**Aim of the exercise:**
Beginning at the top of the material, repeat each line exactly, and stop once the line with "Describe this image" has been written.

**Records for the task:**
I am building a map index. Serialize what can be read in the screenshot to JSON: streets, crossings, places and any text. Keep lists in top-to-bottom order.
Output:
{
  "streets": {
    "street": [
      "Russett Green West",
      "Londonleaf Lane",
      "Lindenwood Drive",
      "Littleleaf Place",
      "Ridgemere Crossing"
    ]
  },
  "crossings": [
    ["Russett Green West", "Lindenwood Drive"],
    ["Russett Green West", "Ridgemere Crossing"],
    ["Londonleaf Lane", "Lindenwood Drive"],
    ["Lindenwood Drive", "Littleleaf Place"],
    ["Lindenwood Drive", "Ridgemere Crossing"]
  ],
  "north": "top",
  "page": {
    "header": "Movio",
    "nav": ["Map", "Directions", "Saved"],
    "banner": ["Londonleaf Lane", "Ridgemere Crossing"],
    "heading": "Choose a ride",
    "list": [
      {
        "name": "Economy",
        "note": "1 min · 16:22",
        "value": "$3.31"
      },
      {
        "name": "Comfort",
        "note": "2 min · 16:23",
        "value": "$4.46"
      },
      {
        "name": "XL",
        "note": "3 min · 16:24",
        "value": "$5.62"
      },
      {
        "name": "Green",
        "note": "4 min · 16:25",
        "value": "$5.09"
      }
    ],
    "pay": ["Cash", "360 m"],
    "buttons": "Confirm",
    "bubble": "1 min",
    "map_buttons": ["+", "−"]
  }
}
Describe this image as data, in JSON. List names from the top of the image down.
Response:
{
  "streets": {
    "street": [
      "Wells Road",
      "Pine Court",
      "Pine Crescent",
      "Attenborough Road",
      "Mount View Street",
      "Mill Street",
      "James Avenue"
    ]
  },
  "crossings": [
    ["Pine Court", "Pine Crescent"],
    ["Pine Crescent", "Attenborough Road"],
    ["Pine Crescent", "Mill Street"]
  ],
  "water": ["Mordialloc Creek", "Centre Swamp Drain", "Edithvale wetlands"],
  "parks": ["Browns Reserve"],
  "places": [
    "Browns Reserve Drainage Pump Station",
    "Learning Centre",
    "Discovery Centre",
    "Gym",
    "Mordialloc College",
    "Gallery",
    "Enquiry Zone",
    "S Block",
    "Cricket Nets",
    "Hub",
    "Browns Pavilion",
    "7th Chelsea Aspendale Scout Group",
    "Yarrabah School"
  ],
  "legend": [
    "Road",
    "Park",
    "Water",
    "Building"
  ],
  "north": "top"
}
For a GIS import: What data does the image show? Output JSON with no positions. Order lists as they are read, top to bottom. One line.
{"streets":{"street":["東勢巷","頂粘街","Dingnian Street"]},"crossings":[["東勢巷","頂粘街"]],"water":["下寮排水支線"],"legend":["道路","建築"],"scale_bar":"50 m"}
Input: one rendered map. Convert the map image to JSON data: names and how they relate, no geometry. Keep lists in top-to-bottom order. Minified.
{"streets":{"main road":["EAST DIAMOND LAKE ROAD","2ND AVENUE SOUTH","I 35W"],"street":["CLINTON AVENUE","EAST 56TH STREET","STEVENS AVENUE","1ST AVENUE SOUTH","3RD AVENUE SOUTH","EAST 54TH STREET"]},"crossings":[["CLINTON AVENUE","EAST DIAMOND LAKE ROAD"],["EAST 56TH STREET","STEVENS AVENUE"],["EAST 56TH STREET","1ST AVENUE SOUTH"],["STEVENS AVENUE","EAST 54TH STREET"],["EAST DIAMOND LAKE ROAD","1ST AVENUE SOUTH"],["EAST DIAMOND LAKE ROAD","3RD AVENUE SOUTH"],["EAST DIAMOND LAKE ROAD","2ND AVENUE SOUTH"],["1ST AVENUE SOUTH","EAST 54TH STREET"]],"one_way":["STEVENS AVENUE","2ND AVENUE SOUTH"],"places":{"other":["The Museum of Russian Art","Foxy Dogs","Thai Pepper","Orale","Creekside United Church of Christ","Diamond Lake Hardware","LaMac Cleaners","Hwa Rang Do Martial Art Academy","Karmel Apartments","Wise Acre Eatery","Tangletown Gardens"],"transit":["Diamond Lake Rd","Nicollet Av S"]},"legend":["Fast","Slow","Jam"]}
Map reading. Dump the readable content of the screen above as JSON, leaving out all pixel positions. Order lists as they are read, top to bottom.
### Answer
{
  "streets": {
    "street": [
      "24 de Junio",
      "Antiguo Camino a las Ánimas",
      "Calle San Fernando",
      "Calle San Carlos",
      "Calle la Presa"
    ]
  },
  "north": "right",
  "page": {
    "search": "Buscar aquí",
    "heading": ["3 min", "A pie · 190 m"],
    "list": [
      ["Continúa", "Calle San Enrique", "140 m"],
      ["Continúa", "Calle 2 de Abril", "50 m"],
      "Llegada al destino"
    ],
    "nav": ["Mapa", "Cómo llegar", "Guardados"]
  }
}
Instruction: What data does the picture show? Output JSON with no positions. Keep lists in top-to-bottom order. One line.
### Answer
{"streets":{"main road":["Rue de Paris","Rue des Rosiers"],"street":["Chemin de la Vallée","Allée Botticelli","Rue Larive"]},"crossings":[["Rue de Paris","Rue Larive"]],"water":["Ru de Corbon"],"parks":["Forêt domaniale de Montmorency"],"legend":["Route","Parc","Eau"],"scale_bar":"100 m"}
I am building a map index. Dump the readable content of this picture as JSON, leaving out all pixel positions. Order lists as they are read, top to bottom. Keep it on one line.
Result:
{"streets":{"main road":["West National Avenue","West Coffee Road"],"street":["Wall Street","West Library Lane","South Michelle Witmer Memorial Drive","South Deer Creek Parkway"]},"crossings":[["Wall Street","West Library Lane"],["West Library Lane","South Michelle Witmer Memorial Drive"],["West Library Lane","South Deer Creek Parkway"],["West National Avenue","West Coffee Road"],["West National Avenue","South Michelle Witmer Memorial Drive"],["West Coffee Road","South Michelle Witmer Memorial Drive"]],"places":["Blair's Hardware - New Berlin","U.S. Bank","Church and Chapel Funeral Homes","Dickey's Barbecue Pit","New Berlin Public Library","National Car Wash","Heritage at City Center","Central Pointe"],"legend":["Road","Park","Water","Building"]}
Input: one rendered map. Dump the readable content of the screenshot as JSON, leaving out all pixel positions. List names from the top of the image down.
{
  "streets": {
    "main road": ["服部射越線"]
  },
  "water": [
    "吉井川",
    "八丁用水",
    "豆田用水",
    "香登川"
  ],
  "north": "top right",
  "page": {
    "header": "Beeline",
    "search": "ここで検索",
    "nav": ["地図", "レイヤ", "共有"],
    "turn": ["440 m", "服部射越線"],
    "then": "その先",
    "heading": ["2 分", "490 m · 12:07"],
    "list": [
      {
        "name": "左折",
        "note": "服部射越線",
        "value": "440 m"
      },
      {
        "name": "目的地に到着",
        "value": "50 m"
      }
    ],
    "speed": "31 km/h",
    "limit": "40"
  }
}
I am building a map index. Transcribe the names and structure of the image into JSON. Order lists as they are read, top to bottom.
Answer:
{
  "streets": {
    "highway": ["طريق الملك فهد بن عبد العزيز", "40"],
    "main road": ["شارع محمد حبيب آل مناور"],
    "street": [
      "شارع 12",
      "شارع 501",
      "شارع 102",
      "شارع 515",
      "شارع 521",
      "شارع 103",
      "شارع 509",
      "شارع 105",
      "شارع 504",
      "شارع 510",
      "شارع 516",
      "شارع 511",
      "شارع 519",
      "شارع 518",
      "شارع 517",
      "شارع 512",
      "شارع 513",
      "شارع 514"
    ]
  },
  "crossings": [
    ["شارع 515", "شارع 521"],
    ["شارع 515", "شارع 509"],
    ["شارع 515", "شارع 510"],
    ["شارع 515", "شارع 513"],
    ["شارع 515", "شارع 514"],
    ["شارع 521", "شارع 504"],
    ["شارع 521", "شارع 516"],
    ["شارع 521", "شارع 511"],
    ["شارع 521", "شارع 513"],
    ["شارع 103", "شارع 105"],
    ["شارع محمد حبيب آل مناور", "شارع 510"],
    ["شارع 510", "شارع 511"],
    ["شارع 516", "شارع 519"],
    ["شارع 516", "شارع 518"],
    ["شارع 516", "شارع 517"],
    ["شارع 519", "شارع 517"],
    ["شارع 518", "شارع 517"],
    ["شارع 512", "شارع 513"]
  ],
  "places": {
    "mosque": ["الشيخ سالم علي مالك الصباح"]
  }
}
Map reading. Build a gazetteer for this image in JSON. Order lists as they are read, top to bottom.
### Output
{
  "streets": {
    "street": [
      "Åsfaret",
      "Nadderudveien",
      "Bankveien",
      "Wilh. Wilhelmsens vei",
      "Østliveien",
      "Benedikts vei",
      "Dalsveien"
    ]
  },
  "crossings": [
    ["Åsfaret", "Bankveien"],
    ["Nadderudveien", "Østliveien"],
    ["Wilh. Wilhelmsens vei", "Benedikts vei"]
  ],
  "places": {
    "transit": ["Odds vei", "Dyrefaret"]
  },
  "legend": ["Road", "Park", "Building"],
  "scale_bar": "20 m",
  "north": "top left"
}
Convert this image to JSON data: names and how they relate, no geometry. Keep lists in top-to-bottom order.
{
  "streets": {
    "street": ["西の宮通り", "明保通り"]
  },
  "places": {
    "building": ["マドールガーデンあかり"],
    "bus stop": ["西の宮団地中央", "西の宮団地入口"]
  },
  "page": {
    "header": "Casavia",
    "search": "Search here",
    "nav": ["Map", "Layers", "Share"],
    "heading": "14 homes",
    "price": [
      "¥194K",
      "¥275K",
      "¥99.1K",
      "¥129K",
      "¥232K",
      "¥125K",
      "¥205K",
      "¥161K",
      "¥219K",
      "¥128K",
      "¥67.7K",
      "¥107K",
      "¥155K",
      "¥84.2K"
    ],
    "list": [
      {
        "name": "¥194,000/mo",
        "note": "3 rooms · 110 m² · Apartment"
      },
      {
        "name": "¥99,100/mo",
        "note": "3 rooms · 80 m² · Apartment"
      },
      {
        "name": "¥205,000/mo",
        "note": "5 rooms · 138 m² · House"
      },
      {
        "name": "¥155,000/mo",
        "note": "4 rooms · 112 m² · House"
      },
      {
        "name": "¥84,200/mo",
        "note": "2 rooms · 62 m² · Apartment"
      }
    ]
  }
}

**Solution for this task:**
I am building a map index. Serialize what can be read in the screenshot to JSON: streets, crossings, places and any text. Keep lists in top-to-bottom order.
Output:
{
  "streets": {
    "street": [
      "Russett Green West",
      "Londonleaf Lane",
      "Lindenwood Drive",
      "Littleleaf Place",
      "Ridgemere Crossing"
    ]
  },
  "crossings": [
    ["Russett Green West", "Lindenwood Drive"],
    ["Russett Green West", "Ridgemere Crossing"],
    ["Londonleaf Lane", "Lindenwood Drive"],
    ["Lindenwood Drive", "Littleleaf Place"],
    ["Lindenwood Drive", "Ridgemere Crossing"]
  ],
  "north": "top",
  "page": {
    "header": "Movio",
    "nav": ["Map", "Directions", "Saved"],
    "banner": ["Londonleaf Lane", "Ridgemere Crossing"],
    "heading": "Choose a ride",
    "list": [
      {
        "name": "Economy",
        "note": "1 min · 16:22",
        "value": "$3.31"
      },
      {
        "name": "Comfort",
        "note": "2 min · 16:23",
        "value": "$4.46"
      },
      {
        "name": "XL",
        "note": "3 min · 16:24",
        "value": "$5.62"
      },
      {
        "name": "Green",
        "note": "4 min · 16:25",
        "value": "$5.09"
      }
    ],
    "pay": ["Cash", "360 m"],
    "buttons": "Confirm",
    "bubble": "1 min",
    "map_buttons": ["+", "−"]
  }
}
Describe this image as data, in JSON. List names from the top of the image down.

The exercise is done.